Only the number is wanted: how many lines of the listing below contain "halo"?

• [EXTRACTED ENTRIES]:
[Start of Attachment]

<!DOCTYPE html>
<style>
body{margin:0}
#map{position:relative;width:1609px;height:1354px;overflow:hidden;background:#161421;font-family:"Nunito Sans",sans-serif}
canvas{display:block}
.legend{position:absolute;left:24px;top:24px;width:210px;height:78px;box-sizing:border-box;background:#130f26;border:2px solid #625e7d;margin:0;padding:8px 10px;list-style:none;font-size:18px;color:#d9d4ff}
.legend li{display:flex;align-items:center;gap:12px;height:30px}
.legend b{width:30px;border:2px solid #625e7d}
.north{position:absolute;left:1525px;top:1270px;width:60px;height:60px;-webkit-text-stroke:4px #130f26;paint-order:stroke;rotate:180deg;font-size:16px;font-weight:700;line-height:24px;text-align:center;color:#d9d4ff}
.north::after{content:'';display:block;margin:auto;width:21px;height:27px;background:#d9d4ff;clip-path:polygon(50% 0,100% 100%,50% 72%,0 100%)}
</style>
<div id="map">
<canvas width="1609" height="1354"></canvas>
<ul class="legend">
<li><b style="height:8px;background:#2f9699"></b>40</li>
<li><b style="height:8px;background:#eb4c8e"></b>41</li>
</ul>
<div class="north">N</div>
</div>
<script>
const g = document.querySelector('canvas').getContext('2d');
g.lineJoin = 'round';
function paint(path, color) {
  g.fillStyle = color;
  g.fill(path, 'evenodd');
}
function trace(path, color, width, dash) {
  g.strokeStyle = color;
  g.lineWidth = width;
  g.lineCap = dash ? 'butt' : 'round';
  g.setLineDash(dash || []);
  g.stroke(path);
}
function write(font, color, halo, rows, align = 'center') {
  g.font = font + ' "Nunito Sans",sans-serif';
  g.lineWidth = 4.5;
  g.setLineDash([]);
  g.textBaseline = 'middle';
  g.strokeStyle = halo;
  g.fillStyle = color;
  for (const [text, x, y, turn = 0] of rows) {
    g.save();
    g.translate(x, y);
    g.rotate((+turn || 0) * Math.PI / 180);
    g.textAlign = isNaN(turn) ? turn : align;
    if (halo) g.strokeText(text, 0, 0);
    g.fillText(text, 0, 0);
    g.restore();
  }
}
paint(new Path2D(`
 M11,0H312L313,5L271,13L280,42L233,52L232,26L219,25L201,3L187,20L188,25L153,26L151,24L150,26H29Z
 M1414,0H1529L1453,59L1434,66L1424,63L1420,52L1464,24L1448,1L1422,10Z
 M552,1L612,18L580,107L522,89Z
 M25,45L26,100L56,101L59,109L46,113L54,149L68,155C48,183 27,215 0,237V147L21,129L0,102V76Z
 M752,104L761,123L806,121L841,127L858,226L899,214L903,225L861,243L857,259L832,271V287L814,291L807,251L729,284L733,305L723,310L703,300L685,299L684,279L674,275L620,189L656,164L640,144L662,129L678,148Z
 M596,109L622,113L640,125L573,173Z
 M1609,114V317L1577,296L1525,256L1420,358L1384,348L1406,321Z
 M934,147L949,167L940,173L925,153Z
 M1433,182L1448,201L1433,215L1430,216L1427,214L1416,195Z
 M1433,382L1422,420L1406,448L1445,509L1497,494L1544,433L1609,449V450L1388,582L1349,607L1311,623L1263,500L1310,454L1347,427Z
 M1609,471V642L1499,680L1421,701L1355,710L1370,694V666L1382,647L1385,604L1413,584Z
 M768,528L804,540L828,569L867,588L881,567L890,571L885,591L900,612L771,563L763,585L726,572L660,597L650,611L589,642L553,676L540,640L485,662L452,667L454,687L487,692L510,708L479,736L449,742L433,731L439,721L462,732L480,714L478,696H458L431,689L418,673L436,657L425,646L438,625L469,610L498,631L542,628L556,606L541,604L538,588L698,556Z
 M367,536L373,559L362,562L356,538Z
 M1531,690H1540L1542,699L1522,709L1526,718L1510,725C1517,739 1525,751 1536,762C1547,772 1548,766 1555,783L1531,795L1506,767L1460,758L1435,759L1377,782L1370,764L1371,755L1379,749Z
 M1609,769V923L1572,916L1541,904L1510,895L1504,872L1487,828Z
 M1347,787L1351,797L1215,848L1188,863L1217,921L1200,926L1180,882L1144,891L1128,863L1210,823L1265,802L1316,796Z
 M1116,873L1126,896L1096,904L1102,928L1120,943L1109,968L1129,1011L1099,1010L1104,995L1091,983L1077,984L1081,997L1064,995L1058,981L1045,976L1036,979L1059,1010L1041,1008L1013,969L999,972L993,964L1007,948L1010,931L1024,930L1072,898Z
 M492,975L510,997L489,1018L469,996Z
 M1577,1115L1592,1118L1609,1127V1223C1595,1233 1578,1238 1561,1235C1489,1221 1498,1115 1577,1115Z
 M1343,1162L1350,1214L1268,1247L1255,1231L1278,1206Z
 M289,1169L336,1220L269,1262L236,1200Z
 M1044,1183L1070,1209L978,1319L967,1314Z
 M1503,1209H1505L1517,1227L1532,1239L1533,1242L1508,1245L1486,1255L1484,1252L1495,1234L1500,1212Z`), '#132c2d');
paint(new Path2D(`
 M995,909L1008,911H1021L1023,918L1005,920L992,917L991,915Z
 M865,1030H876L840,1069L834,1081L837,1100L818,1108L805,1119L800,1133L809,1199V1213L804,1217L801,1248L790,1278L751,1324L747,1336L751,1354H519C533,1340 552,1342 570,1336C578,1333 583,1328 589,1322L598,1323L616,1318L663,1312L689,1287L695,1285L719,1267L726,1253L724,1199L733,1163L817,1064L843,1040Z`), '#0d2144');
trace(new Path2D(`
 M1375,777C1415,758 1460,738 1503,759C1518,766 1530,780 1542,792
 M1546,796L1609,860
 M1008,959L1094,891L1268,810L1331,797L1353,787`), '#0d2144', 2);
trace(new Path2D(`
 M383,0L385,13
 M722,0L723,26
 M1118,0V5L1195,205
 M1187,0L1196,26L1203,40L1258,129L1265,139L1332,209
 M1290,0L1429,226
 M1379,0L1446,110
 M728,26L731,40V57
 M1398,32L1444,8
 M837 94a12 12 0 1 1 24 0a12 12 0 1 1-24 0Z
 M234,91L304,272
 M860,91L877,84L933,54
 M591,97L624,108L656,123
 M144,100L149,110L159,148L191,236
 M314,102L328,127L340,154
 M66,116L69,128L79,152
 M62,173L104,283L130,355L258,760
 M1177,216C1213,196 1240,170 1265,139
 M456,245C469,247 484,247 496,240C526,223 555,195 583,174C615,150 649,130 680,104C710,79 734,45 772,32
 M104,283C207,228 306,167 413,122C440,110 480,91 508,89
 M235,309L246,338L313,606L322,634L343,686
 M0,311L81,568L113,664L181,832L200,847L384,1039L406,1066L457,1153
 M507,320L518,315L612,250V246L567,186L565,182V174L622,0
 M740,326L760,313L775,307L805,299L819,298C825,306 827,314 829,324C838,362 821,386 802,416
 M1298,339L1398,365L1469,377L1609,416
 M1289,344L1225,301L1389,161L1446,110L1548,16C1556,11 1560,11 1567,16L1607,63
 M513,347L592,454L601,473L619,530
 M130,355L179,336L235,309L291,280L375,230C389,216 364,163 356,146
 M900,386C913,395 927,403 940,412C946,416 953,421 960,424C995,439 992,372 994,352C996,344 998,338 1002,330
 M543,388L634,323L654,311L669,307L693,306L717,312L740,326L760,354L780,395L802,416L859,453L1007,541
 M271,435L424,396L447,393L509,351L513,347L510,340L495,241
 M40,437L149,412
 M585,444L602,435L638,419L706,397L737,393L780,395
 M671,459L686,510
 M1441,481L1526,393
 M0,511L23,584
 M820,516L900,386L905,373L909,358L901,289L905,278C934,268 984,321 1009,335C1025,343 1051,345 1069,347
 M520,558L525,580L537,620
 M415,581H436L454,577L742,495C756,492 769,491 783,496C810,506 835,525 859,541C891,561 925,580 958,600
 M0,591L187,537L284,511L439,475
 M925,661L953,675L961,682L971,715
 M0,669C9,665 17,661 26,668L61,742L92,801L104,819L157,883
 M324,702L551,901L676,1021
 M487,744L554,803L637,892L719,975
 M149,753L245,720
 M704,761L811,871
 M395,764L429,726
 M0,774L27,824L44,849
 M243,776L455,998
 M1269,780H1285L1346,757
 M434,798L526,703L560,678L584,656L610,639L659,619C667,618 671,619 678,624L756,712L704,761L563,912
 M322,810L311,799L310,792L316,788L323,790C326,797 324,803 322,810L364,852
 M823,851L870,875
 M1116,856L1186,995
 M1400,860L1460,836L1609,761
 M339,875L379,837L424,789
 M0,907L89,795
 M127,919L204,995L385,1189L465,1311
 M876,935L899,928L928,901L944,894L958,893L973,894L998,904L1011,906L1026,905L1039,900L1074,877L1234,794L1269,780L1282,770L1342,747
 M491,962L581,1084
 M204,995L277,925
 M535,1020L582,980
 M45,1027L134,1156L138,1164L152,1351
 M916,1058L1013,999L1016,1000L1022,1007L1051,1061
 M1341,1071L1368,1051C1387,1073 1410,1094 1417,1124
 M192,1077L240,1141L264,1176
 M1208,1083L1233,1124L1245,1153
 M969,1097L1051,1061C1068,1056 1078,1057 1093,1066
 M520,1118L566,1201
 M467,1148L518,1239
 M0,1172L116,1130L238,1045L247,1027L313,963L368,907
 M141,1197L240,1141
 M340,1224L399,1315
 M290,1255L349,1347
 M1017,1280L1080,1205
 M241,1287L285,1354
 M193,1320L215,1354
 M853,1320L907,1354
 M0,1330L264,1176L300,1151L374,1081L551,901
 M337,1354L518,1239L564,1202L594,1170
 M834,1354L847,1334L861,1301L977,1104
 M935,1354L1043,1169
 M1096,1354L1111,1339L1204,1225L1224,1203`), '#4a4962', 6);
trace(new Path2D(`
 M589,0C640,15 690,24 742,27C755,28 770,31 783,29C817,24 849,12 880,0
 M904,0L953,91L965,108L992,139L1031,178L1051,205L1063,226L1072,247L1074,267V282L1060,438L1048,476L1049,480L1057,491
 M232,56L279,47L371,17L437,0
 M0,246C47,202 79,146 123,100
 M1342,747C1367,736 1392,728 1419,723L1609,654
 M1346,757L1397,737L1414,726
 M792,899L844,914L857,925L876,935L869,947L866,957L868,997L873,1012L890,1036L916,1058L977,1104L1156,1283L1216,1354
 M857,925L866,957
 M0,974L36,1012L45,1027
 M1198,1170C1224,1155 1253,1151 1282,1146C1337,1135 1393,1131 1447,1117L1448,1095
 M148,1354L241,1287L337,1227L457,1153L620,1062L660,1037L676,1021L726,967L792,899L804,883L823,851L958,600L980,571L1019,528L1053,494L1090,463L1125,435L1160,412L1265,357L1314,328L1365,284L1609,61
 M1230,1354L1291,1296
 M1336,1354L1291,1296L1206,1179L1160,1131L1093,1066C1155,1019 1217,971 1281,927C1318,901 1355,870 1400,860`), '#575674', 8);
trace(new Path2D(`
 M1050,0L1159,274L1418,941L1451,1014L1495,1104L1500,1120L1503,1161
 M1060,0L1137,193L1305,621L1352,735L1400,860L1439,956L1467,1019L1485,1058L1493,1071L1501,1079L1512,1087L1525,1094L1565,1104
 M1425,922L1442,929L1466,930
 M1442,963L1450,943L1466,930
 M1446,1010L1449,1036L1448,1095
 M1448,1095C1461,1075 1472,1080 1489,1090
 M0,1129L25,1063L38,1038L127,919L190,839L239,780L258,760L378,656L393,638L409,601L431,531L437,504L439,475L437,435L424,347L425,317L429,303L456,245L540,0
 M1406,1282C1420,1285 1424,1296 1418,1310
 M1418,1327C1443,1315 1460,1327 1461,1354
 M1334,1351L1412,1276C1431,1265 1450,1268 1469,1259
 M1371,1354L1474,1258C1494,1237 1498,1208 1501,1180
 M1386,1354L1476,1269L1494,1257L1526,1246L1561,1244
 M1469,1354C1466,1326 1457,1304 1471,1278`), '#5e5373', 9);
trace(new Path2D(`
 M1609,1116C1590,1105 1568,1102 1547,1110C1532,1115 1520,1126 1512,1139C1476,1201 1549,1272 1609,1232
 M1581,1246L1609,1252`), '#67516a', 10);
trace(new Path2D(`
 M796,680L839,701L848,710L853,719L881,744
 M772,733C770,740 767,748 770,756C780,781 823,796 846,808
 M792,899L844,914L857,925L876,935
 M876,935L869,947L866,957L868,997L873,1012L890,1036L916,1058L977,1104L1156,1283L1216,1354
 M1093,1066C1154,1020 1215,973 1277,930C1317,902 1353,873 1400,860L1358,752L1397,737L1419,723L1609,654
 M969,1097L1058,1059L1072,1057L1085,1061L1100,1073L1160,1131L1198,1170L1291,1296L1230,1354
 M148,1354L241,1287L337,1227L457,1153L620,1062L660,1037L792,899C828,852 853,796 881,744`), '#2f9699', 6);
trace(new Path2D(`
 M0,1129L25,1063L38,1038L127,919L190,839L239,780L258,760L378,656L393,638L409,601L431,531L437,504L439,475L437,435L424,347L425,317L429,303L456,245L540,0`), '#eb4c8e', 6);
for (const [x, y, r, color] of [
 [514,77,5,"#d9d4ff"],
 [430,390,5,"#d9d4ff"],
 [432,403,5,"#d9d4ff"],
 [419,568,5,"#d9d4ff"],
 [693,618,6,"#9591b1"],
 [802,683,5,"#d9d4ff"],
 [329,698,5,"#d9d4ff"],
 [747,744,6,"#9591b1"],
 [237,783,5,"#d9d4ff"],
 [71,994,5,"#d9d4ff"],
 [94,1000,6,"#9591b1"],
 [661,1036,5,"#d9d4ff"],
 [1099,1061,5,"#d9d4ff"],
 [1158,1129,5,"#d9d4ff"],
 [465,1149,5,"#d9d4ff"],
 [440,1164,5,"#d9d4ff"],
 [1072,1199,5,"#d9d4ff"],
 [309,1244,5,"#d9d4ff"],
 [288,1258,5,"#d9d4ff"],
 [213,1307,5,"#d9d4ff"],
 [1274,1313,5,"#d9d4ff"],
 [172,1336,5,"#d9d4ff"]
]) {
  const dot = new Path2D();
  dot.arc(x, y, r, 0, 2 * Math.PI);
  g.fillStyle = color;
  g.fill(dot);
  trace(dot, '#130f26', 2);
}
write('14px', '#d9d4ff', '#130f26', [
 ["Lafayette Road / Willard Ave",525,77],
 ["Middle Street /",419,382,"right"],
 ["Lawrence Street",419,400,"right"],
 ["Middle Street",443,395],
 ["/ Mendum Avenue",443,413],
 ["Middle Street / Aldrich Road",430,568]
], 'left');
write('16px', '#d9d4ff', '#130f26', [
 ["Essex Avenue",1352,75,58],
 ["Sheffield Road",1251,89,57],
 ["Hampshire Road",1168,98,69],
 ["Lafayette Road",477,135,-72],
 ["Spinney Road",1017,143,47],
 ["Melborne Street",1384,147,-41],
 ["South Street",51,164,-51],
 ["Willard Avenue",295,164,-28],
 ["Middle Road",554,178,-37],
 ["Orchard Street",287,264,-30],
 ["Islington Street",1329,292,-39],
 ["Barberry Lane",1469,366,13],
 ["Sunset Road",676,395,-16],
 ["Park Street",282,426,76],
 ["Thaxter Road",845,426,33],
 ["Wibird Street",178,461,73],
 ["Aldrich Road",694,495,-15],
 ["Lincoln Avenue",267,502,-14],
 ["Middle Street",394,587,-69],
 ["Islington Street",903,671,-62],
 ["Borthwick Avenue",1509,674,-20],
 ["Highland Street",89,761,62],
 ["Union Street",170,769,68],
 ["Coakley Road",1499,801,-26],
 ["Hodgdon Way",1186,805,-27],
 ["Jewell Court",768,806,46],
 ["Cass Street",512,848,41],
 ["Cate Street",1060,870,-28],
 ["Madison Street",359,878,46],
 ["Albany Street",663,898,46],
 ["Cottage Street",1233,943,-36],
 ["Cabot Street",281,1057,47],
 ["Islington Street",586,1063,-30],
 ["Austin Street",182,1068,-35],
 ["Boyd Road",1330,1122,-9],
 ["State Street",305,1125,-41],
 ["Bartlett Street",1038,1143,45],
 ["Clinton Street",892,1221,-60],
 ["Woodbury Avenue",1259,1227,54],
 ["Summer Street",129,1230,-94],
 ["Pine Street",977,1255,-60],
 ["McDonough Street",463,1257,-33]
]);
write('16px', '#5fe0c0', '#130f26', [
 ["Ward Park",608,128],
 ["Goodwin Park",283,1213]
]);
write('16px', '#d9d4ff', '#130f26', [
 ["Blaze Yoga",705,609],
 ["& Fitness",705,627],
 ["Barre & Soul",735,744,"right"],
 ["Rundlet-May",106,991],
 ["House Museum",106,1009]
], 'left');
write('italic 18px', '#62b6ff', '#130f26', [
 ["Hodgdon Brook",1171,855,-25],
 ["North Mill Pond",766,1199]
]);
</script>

[End of Attachment]

• [FINISHED TASK]: 3